Records provided START
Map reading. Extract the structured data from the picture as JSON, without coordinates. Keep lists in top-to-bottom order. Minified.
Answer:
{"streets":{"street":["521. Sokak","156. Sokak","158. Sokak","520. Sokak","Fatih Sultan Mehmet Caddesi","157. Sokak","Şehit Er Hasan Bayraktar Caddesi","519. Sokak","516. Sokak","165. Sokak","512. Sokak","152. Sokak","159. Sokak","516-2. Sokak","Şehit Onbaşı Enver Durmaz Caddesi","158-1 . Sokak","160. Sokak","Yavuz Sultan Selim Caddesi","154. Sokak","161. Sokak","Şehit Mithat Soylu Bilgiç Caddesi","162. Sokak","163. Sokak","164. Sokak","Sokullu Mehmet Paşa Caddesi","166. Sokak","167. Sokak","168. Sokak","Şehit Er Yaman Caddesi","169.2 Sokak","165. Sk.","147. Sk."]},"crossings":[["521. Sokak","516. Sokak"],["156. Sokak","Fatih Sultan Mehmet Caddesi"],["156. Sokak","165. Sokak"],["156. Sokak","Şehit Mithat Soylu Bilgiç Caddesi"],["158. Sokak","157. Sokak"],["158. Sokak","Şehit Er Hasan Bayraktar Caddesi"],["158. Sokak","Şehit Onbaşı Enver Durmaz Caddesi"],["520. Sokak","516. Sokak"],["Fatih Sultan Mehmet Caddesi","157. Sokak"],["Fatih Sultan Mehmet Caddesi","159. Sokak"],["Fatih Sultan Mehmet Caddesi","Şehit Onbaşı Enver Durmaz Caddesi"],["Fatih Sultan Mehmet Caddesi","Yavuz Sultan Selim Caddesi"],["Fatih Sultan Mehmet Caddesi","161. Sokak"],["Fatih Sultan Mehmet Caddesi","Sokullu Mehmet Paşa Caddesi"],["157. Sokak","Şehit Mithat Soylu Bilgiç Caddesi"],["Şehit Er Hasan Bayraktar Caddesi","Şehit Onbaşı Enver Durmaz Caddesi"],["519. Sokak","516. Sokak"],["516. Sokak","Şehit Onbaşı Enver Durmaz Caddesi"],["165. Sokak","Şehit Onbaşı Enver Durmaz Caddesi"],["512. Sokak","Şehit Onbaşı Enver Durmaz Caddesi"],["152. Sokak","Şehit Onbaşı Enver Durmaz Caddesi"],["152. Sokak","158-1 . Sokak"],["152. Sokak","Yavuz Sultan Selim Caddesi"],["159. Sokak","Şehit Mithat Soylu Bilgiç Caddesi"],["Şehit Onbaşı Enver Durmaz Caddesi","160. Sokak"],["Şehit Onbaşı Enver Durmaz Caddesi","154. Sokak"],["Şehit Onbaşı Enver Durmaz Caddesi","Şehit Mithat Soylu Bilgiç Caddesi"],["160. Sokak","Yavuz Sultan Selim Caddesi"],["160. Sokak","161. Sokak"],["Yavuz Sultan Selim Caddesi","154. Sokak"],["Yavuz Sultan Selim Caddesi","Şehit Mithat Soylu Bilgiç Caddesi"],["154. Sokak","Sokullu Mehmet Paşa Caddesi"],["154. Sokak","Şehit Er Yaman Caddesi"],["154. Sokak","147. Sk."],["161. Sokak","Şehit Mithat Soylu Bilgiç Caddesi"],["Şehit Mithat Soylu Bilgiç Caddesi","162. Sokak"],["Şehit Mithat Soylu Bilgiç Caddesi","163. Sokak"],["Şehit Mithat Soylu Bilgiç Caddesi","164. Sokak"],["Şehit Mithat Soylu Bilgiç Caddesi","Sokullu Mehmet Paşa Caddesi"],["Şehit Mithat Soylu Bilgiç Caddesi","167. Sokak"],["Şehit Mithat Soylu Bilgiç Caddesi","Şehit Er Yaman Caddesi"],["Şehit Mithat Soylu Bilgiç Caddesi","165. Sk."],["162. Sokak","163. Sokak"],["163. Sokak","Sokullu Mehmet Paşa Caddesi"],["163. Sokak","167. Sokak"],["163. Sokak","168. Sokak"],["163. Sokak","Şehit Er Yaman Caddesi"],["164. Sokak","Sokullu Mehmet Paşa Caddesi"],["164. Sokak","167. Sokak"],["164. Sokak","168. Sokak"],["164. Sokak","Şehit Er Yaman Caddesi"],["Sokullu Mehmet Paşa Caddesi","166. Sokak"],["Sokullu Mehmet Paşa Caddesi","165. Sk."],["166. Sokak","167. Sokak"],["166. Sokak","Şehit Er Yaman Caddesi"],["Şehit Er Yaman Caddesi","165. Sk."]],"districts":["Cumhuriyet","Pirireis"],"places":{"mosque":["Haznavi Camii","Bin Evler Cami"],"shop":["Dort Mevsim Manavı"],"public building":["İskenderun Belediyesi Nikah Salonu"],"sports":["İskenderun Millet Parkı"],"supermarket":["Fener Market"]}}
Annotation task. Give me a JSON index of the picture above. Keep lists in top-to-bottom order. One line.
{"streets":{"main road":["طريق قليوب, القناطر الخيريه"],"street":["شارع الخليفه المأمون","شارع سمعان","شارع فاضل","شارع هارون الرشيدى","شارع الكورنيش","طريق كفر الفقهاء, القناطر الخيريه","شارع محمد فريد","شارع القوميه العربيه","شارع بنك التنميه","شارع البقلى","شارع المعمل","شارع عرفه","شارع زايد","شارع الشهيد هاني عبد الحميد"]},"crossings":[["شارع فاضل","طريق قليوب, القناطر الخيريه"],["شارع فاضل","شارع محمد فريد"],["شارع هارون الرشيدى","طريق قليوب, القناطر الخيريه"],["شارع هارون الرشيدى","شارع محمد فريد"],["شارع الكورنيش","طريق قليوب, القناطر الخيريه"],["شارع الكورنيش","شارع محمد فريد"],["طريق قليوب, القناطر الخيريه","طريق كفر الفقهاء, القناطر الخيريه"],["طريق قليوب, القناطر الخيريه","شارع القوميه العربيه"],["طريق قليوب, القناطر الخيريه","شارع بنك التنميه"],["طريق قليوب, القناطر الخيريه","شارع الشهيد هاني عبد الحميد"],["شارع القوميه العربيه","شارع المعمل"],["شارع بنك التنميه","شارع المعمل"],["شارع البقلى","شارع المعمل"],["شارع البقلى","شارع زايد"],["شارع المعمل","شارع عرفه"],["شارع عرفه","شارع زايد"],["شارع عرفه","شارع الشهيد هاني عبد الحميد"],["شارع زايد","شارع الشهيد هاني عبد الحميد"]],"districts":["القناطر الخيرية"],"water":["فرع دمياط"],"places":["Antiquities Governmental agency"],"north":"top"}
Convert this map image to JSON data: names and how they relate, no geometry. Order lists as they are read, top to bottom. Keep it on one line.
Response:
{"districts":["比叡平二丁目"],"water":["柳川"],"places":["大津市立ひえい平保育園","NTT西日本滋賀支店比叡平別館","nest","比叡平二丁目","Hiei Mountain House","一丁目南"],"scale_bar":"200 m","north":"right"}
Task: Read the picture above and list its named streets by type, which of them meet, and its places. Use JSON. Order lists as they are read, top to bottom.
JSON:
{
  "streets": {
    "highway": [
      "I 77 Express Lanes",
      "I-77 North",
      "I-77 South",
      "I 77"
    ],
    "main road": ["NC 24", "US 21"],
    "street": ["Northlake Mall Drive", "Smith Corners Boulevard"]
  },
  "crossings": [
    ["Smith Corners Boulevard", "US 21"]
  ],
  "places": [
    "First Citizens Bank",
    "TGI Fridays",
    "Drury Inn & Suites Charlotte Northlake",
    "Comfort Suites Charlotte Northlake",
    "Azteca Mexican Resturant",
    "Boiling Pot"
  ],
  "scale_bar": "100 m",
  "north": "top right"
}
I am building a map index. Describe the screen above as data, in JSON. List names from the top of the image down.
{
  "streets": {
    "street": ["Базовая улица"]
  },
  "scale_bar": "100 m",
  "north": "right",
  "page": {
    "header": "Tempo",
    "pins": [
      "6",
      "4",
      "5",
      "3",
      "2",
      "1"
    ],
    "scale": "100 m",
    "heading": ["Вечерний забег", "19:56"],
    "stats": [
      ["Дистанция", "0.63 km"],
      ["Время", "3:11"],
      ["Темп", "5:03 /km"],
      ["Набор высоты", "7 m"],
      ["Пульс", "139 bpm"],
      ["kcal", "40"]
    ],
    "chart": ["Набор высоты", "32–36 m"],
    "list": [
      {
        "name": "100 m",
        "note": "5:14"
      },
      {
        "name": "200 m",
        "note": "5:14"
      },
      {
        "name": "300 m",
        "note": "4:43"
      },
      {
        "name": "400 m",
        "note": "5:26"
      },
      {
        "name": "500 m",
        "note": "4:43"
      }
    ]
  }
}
Records provided END
| What the task asks |
Write out every line, unchanged, from the one containing "I am building" through the closing line of the data.

| Solution for this task |
I am building a map index. Describe the screen above as data, in JSON. List names from the top of the image down.
{
  "streets": {
    "street": ["Базовая улица"]
  },
  "scale_bar": "100 m",
  "north": "right",
  "page": {
    "header": "Tempo",
    "pins": [
      "6",
      "4",
      "5",
      "3",
      "2",
      "1"
    ],
    "scale": "100 m",
    "heading": ["Вечерний забег", "19:56"],
    "stats": [
      ["Дистанция", "0.63 km"],
      ["Время", "3:11"],
      ["Темп", "5:03 /km"],
      ["Набор высоты", "7 m"],
      ["Пульс", "139 bpm"],
      ["kcal", "40"]
    ],
    "chart": ["Набор высоты", "32–36 m"],
    "list": [
      {
        "name": "100 m",
        "note": "5:14"
      },
      {
        "name": "200 m",
        "note": "5:14"
      },
      {
        "name": "300 m",
        "note": "4:43"
      },
      {
        "name": "400 m",
        "note": "5:26"
      },
      {
        "name": "500 m",
        "note": "4:43"
      }
    ]
  }
}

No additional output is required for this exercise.